Folders ready: True True


## Fix: Ensure CSVs are in the right folder

Colab sometimes puts uploaded files in `/content/sample_data/`.
This cell will:
1) find all `epl_*.csv` anywhere under `/content/`
2) move them into `/content/data/raw/`
3) confirm we have the expected counts


In [30]:
raw_dir = "/content/data/raw"

# Find any EPL csvs anywhere under /content
found = glob.glob("/content/**/epl_*.csv", recursive=True)

print("Found EPL CSVs anywhere under /content:", len(found))
print("Sample:", found[:5])

# Move them into data/raw (avoid duplicating by overwriting or skipping)
moved = 0
for src in found:
    dst = os.path.join(raw_dir, os.path.basename(src))
    if os.path.abspath(src) == os.path.abspath(dst):
        continue
    # If dst exists, overwrite (safe because these are source CSVs)
    if os.path.exists(dst):
        os.remove(dst)
    shutil.move(src, dst)
    moved += 1

print("Moved into data/raw:", moved)

# Confirm
raw_now = sorted(glob.glob(f"{raw_dir}/epl_*.csv"))
print("Now in data/raw:", len(raw_now))
print("Sample:", raw_now[:5])

Found EPL CSVs anywhere under /content: 16
Sample: ['/content/data/raw/epl_2021-22_squad_standard.csv', '/content/data/raw/epl_2024-25_squad_standard.csv', '/content/data/raw/epl_2022-23_squad_standard.csv', '/content/data/raw/epl_2021-22_league_table.csv', '/content/data/raw/epl_2022-23_league_table.csv']
Moved into data/raw: 0
Now in data/raw: 16
Sample: ['/content/data/raw/epl_2017-18_league_table.csv', '/content/data/raw/epl_2017-18_squad_standard.csv', '/content/data/raw/epl_2018-19_league_table.csv', '/content/data/raw/epl_2018-19_squad_standard.csv', '/content/data/raw/epl_2019-20_league_table.csv']


## Expected input files

For each season (2017–18 through 2024–25), I should have:
- `epl_<season>_league_table.csv`
- `epl_<season>_squad_standard.csv`

That means:
- 8 league table CSVs
- 8 squad standard CSVs


In [15]:
raw_dir = "/content/data/raw"

league_files = sorted(glob.glob(f"{raw_dir}/epl_*_league_table.csv"))
squad_files  = sorted(glob.glob(f"{raw_dir}/epl_*_squad_standard.csv"))
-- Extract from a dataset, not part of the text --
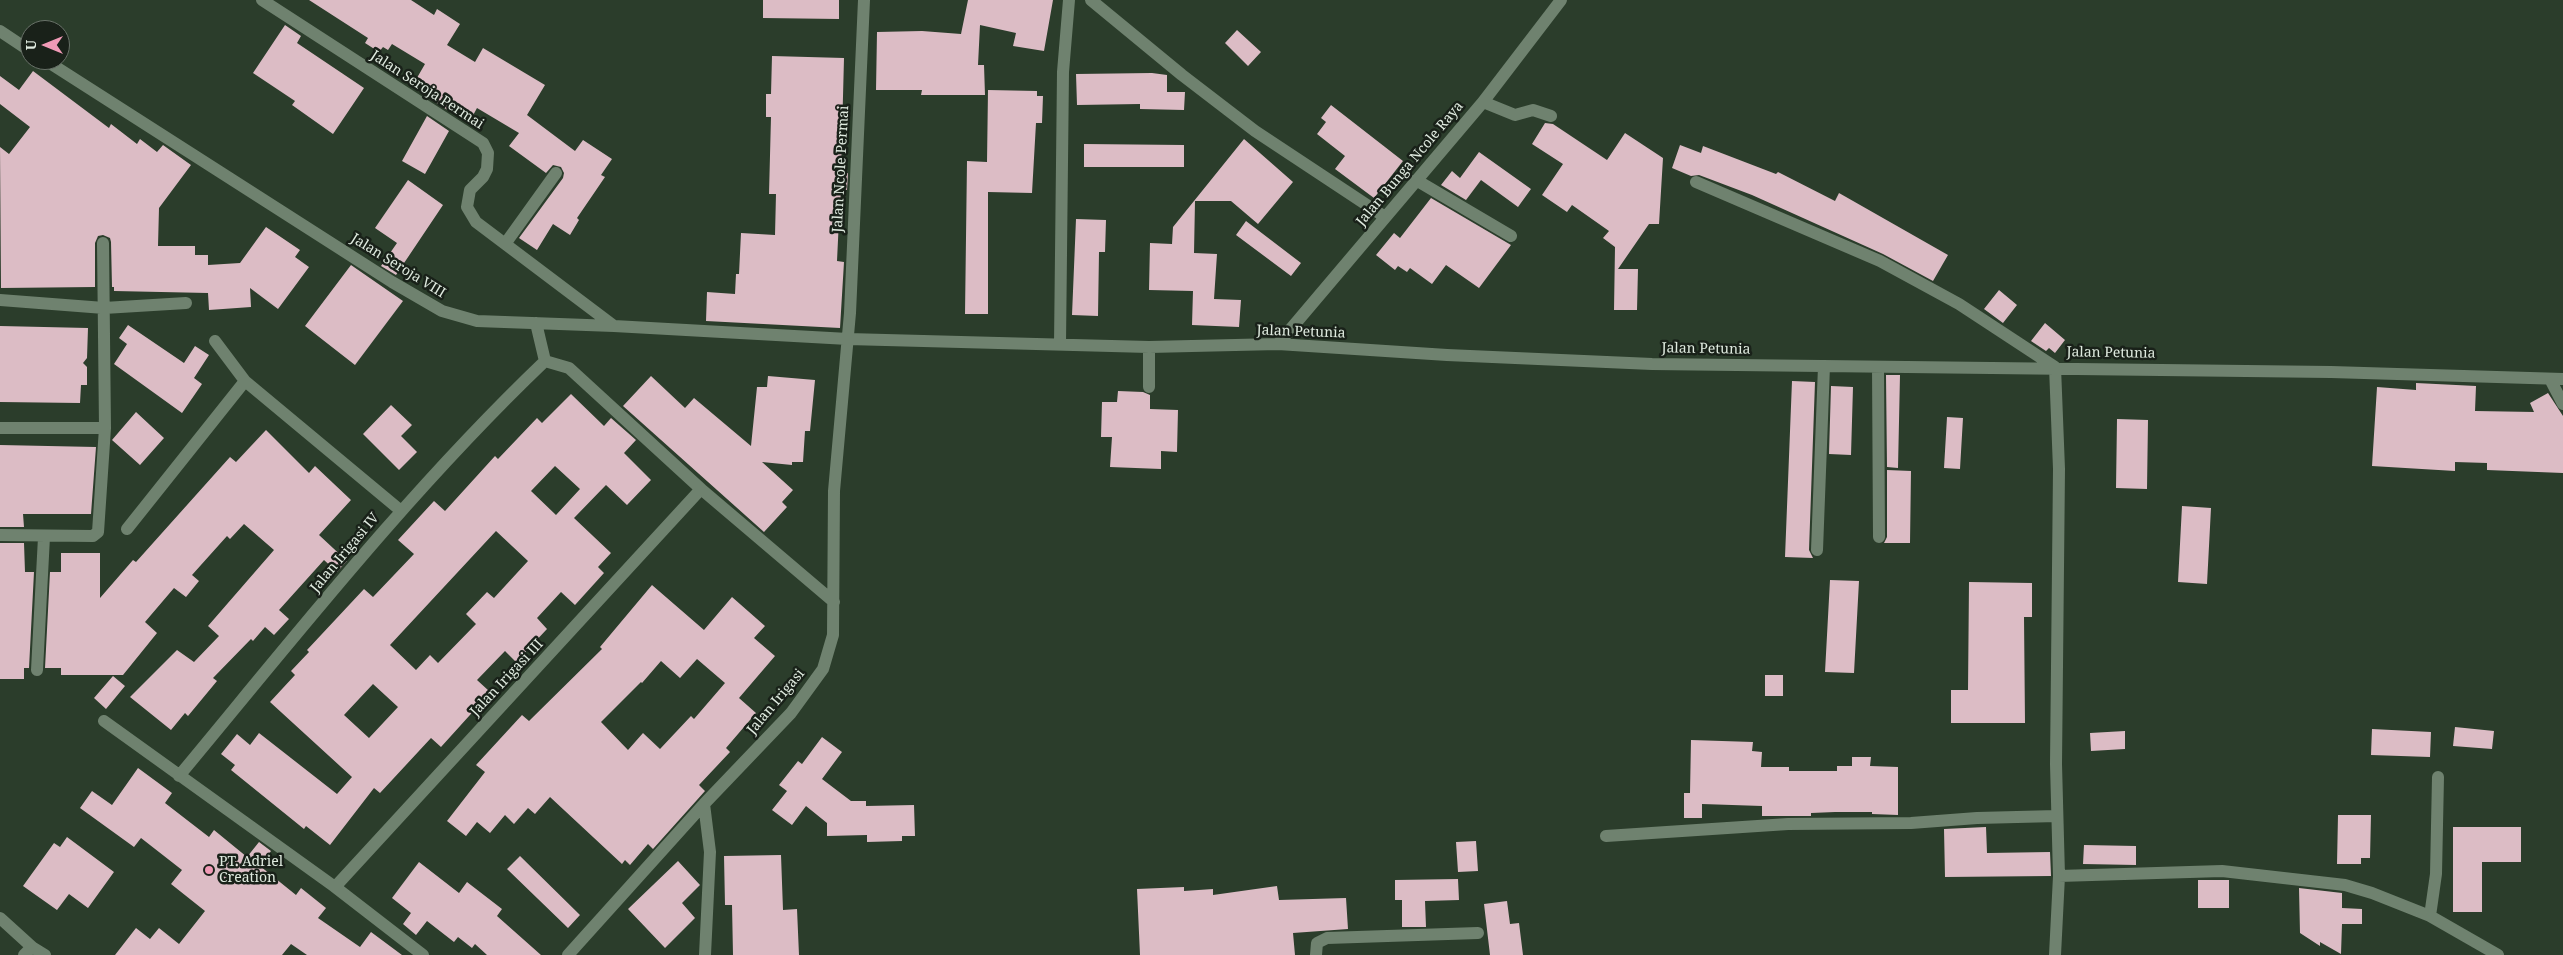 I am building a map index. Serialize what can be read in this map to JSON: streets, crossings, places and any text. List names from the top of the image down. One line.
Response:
{"streets":{"street":["Jalan Seroja Permai","Jalan Bunga Ncole Raya","Jalan Ncole Permai","Jalan Seroja VIII","Jalan Petunia","Jalan Irigasi IV","Jalan Irigasi III","Jalan Irigasi"]},"crossings":[["Jalan Seroja Permai","Jalan Seroja VIII"],["Jalan Bunga Ncole Raya","Jalan Petunia"],["Jalan Ncole Permai","Jalan Seroja VIII"],["Jalan Ncole Permai","Jalan Petunia"],["Jalan Ncole Permai","Jalan Irigasi"],["Jalan Seroja VIII","Jalan Petunia"],["Jalan Seroja VIII","Jalan Irigasi"],["Jalan Petunia","Jalan Irigasi"]],"places":["PT. Adriel Creation"],"north":"left"}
print("League tables:", len(league_files))
print("Squad standard:", len(squad_files))

print("\nLeague files:")
for f in league_files: print(" -", os.path.basename(f))

print("\nSquad files:")
for f in squad_files: print(" -", os.path.basename(f))

if len(league_files) == 0 or len(squad_files) == 0:
    raise ValueError("No input CSVs found in /content/data/raw. Re-run the move/fix cell and confirm your filenames.")


League tables: 8
Squad standard: 8

League files:
 - epl_2017-18_league_table.csv
 - epl_2018-19_league_table.csv
 - epl_2019-20_league_table.csv
 - epl_2020-21_league_table.csv
 - epl_2021-22_league_table.csv
 - epl_2022-23_league_table.csv
 - epl_2023-24_league_table.csv
 - epl_2024-25_league_table.csv

Squad files:
 - epl_2017-18_squad_standard.csv
 - epl_2018-19_squad_standard.csv
 - epl_2019-20_squad_standard.csv
 - epl_2020-21_squad_standard.csv
 - epl_2021-22_squad_standard.csv
 - epl_2022-23_squad_standard.csv
 - epl_2023-24_squad_standard.csv
 - epl_2024-25_squad_standard.csv


In [31]:
def season_from_filename(path: str) -> str:
    """
    Extracts '2017-18' from 'epl_2017-18_league_table.csv'
    """
    base = os.path.basename(path)
    m = re.search(r"epl_(\d{4}-\d{2})_", base)
    if not m:
        raise ValueError(f"Could not parse season from filename: {base}")
    return m.group(1)

def clean_cols(df: pd.DataFrame) -> pd.DataFrame:
    df = df.copy()
    df.columns = [str(c).strip().lower() for c in df.columns]
    df.columns = [re.sub(r"[\s%()]", "_", c) for c in df.columns]
    df.columns = [re.sub(r"_+", "_", c) for c in df.columns]
    df.columns = [c.strip('_') for c in df.columns]
    return df

def normalize_team_name(s: str) -> str:
    # Keep it simple and consistent; you can expand later if needed.
    return str(s).strip()

def find_first_col(df, candidates):
    cols = set(df.columns)
    for c in candidates:
        if c in cols:
            return c
    return None

def find_header_row(filepath: str, keywords: list, max_rows_to_check: int = 5) -> int:
    """
    Finds the 0-indexed row number that contains one of the keywords (case-insensitive).
    Returns -1 if not found within max_rows_to_check.
    """
    with open(filepath, 'r') as f:
        for i, line in enumerate(f):
            if any(keyword.lower() in line.lower() for keyword in keywords):
                return i
            if i >= max_rows_to_check - 1:
                break
    return -1

## Load: League Table (Target Variable)

From the league table CSVs, I will keep:
- `team`
- `pts` (target variable)
- `xg`, `xga` (league-level)
- `xgd` (optional but useful)

If any season file is missing one of these, I will error out immediately.


In [32]:
league_rows = []

for fn in league_files:
    season = season_from_filename(fn)

    # Robustly find header row for league tables
    header_idx = find_header_row(fn, ["Squad", "Team", "Pts", "xG"])
    if header_idx == -1:
        raise ValueError(f"Could not find a suitable header row in {os.path.basename(fn)} for season {season}.")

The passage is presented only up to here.